STORED DATA section start
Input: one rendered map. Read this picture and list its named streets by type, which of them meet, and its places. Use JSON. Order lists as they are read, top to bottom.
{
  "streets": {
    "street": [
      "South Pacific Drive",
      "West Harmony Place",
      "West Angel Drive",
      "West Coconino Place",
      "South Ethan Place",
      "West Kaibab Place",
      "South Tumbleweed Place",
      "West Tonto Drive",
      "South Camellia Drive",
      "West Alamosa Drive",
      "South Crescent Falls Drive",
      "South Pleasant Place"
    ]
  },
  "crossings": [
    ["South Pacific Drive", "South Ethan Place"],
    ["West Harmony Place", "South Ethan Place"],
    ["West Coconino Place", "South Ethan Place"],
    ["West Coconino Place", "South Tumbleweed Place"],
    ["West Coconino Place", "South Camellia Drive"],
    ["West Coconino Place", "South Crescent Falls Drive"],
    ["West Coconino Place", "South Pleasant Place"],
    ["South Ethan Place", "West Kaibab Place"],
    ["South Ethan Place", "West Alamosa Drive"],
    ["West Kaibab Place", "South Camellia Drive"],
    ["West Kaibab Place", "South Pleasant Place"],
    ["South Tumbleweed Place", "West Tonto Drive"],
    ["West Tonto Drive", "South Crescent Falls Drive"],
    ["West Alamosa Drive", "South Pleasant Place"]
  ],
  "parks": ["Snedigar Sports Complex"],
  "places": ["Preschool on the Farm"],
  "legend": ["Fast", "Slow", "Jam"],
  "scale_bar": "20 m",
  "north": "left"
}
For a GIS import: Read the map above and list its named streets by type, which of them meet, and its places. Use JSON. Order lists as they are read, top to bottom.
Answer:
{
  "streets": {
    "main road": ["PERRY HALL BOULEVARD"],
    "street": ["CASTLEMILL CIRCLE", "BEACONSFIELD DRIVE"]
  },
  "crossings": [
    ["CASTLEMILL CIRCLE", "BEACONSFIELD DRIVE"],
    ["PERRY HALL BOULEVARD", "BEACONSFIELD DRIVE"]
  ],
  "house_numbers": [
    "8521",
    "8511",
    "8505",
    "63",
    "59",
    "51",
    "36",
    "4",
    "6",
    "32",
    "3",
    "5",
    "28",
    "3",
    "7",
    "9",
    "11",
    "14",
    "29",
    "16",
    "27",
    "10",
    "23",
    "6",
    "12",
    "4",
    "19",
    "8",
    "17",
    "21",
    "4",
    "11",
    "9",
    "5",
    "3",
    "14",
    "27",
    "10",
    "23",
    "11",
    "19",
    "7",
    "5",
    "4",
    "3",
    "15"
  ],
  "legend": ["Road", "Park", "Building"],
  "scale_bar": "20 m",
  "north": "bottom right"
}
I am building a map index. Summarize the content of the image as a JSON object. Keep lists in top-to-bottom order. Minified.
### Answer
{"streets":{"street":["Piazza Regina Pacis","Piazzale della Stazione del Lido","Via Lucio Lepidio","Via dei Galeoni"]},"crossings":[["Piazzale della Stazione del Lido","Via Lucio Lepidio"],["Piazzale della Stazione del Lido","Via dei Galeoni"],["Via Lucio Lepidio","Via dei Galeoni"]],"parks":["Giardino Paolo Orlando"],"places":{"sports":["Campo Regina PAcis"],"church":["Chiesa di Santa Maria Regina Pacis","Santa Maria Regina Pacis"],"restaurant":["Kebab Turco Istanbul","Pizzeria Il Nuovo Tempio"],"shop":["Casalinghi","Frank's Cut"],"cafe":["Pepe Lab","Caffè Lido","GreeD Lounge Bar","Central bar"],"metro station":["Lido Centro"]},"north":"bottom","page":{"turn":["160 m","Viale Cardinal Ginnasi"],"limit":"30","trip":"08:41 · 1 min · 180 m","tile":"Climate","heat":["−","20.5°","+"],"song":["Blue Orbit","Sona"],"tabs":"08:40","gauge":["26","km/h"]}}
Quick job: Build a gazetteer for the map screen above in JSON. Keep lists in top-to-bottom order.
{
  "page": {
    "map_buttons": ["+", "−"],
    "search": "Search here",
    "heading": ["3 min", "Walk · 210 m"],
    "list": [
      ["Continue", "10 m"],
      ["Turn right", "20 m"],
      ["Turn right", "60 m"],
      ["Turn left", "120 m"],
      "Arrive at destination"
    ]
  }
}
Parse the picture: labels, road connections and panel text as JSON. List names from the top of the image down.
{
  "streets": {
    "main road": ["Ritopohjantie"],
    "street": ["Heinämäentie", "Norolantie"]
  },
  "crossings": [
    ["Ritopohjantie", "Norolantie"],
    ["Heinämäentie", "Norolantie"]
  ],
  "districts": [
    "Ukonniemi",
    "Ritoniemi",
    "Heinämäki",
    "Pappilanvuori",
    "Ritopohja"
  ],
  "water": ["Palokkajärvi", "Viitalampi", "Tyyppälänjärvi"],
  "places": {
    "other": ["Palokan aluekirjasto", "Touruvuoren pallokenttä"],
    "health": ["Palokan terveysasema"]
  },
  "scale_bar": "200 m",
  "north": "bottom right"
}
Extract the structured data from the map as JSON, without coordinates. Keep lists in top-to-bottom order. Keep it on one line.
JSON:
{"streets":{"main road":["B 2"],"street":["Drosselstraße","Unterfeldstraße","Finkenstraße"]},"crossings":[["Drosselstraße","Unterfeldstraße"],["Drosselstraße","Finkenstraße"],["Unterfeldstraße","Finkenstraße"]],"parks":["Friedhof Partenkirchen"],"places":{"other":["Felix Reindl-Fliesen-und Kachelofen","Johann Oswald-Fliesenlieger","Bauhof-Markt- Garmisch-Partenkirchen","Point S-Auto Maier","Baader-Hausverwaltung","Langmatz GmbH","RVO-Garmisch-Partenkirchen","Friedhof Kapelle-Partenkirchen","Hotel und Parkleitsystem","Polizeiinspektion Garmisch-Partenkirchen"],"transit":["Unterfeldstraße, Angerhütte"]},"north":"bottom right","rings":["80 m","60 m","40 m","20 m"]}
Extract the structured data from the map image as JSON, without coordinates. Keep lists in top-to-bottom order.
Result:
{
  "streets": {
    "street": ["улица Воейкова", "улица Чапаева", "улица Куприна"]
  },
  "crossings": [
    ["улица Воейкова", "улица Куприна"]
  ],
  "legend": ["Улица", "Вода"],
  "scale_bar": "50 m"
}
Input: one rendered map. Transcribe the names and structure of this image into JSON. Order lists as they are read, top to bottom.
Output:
STORED DATA section end
Above are the records; retype them all without a single difference.

Input: one rendered map. Read this picture and list its named streets by type, which of them meet, and its places. Use JSON. Order lists as they are read, top to bottom.
{
  "streets": {
    "street": [
      "South Pacific Drive",
      "West Harmony Place",
      "West Angel Drive",
      "West Coconino Place",
      "South Ethan Place",
      "West Kaibab Place",
      "South Tumbleweed Place",
      "West Tonto Drive",
      "South Camellia Drive",
      "West Alamosa Drive",
      "South Crescent Falls Drive",
      "South Pleasant Place"
    ]
  },
  "crossings": [
    ["South Pacific Drive", "South Ethan Place"],
    ["West Harmony Place", "South Ethan Place"],
    ["West Coconino Place", "South Ethan Place"],
    ["West Coconino Place", "South Tumbleweed Place"],
    ["West Coconino Place", "South Camellia Drive"],
    ["West Coconino Place", "South Crescent Falls Drive"],
    ["West Coconino Place", "South Pleasant Place"],
    ["South Ethan Place", "West Kaibab Place"],
    ["South Ethan Place", "West Alamosa Drive"],
    ["West Kaibab Place", "South Camellia Drive"],
    ["West Kaibab Place", "South Pleasant Place"],
    ["South Tumbleweed Place", "West Tonto Drive"],
    ["West Tonto Drive", "South Crescent Falls Drive"],
    ["West Alamosa Drive", "South Pleasant Place"]
  ],
  "parks": ["Snedigar Sports Complex"],
  "places": ["Preschool on the Farm"],
  "legend": ["Fast", "Slow", "Jam"],
  "scale_bar": "20 m",
  "north": "left"
}
For a GIS import: Read the map above and list its named streets by type, which of them meet, and its places. Use JSON. Order lists as they are read, top to bottom.
Answer:
{
  "streets": {
    "main road": ["PERRY HALL BOULEVARD"],
    "street": ["CASTLEMILL CIRCLE", "BEACONSFIELD DRIVE"]
  },
  "crossings": [
    ["CASTLEMILL CIRCLE", "BEACONSFIELD DRIVE"],
    ["PERRY HALL BOULEVARD", "BEACONSFIELD DRIVE"]
  ],
  "house_numbers": [
    "8521",
    "8511",
    "8505",
    "63",
    "59",
    "51",
    "36",
    "4",
    "6",
    "32",
    "3",
    "5",
    "28",
    "3",
    "7",
    "9",
    "11",
    "14",
    "29",
    "16",
    "27",
    "10",
    "23",
    "6",
    "12",
    "4",
    "19",
    "8",
    "17",
    "21",
    "4",
    "11",
    "9",
    "5",
    "3",
    "14",
    "27",
    "10",
    "23",
    "11",
    "19",
    "7",
    "5",
    "4",
    "3",
    "15"
  ],
  "legend": ["Road", "Park", "Building"],
  "scale_bar": "20 m",
  "north": "bottom right"
}
I am building a map index. Summarize the content of the image as a JSON object. Keep lists in top-to-bottom order. Minified.
### Answer
{"streets":{"street":["Piazza Regina Pacis","Piazzale della Stazione del Lido","Via Lucio Lepidio","Via dei Galeoni"]},"crossings":[["Piazzale della Stazione del Lido","Via Lucio Lepidio"],["Piazzale della Stazione del Lido","Via dei Galeoni"],["Via Lucio Lepidio","Via dei Galeoni"]],"parks":["Giardino Paolo Orlando"],"places":{"sports":["Campo Regina PAcis"],"church":["Chiesa di Santa Maria Regina Pacis","Santa Maria Regina Pacis"],"restaurant":["Kebab Turco Istanbul","Pizzeria Il Nuovo Tempio"],"shop":["Casalinghi","Frank's Cut"],"cafe":["Pepe Lab","Caffè Lido","GreeD Lounge Bar","Central bar"],"metro station":["Lido Centro"]},"north":"bottom","page":{"turn":["160 m","Viale Cardinal Ginnasi"],"limit":"30","trip":"08:41 · 1 min · 180 m","tile":"Climate","heat":["−","20.5°","+"],"song":["Blue Orbit","Sona"],"tabs":"08:40","gauge":["26","km/h"]}}
Quick job: Build a gazetteer for the map screen above in JSON. Keep lists in top-to-bottom order.
{
  "page": {
    "map_buttons": ["+", "−"],
    "search": "Search here",
    "heading": ["3 min", "Walk · 210 m"],
    "list": [
      ["Continue", "10 m"],
      ["Turn right", "20 m"],
      ["Turn right", "60 m"],
      ["Turn left", "120 m"],
      "Arrive at destination"
    ]
  }
}
Parse the picture: labels, road connections and panel text as JSON. List names from the top of the image down.
{
  "streets": {
    "main road": ["Ritopohjantie"],
    "street": ["Heinämäentie", "Norolantie"]
  },
  "crossings": [
    ["Ritopohjantie", "Norolantie"],
    ["Heinämäentie", "Norolantie"]
  ],
  "districts": [
    "Ukonniemi",
    "Ritoniemi",
    "Heinämäki",
    "Pappilanvuori",
    "Ritopohja"
  ],
  "water": ["Palokkajärvi", "Viitalampi", "Tyyppälänjärvi"],
  "places": {
    "other": ["Palokan aluekirjasto", "Touruvuoren pallokenttä"],
    "health": ["Palokan terveysasema"]
  },
  "scale_bar": "200 m",
  "north": "bottom right"
}
Extract the structured data from the map as JSON, without coordinates. Keep lists in top-to-bottom order. Keep it on one line.
JSON:
{"streets":{"main road":["B 2"],"street":["Drosselstraße","Unterfeldstraße","Finkenstraße"]},"crossings":[["Drosselstraße","Unterfeldstraße"],["Drosselstraße","Finkenstraße"],["Unterfeldstraße","Finkenstraße"]],"parks":["Friedhof Partenkirchen"],"places":{"other":["Felix Reindl-Fliesen-und Kachelofen","Johann Oswald-Fliesenlieger","Bauhof-Markt- Garmisch-Partenkirchen","Point S-Auto Maier","Baader-Hausverwaltung","Langmatz GmbH","RVO-Garmisch-Partenkirchen","Friedhof Kapelle-Partenkirchen","Hotel und Parkleitsystem","Polizeiinspektion Garmisch-Partenkirchen"],"transit":["Unterfeldstraße, Angerhütte"]},"north":"bottom right","rings":["80 m","60 m","40 m","20 m"]}
Extract the structured data from the map image as JSON, without coordinates. Keep lists in top-to-bottom order.
Result:
{
  "streets": {
    "street": ["улица Воейкова", "улица Чапаева", "улица Куприна"]
  },
  "crossings": [
    ["улица Воейкова", "улица Куприна"]
  ],
  "legend": ["Улица", "Вода"],
  "scale_bar": "50 m"
}
Input: one rendered map. Transcribe the names and structure of this image into JSON. Order lists as they are read, top to bottom.
Output:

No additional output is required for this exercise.